No, you didn’t. This is an actual video from the official Totinos YouTube channel. According to Contently, Totinos challenged the zany duo to use Totino’s pizza rolls in as many ways as possible in their ad spot, and the above video is the result.
Now, I’m well aware that Tim & Eric’s kind of comedy isn’t everyone’s cup of tea; and most likely – so are those at Totinos. Being memorable sometimes means knowing you are going to confuse or annoy some people, but other people are going to love it.

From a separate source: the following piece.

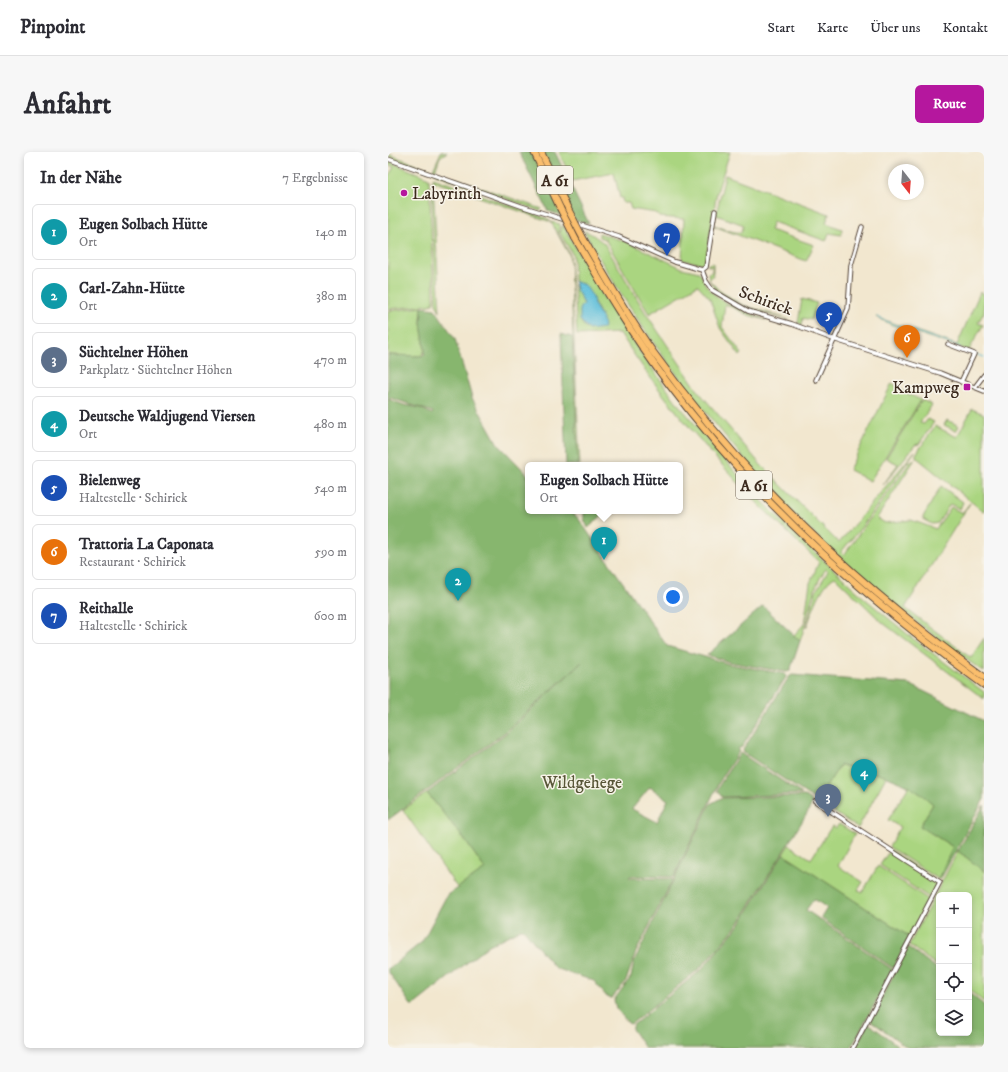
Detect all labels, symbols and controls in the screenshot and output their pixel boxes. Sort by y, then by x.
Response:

Knowing your audience and getting that balance of weirdness right is essential.
Side note: If this is your cup of tea and you want more Tim & Eric advertising goodness, check out “A Vodka Movie”; this trilogy of videos produced for Absolut Vodka; starring the pair alongside comedian Zach Galifianakis.
What this teaches us: Zany humour often gets shared around online, especially amongst younger audiences. Just Google “Gen Z humour” for a taste of how strange things can get. Though Totino’s aren’t available on UK shelves (or at least they haven’t made it up here to the Midlands) those who have seen the advert are now very much aware of their existence. Possibly even curious to know what they’re like. I know they’re one thing I’d like to try if I ever do find myself Stateside. Would I have known about them without seeing the video above? Probably not.
Now if you’ll excuse me, I’m off to find a feminine pizza bag to make my very own.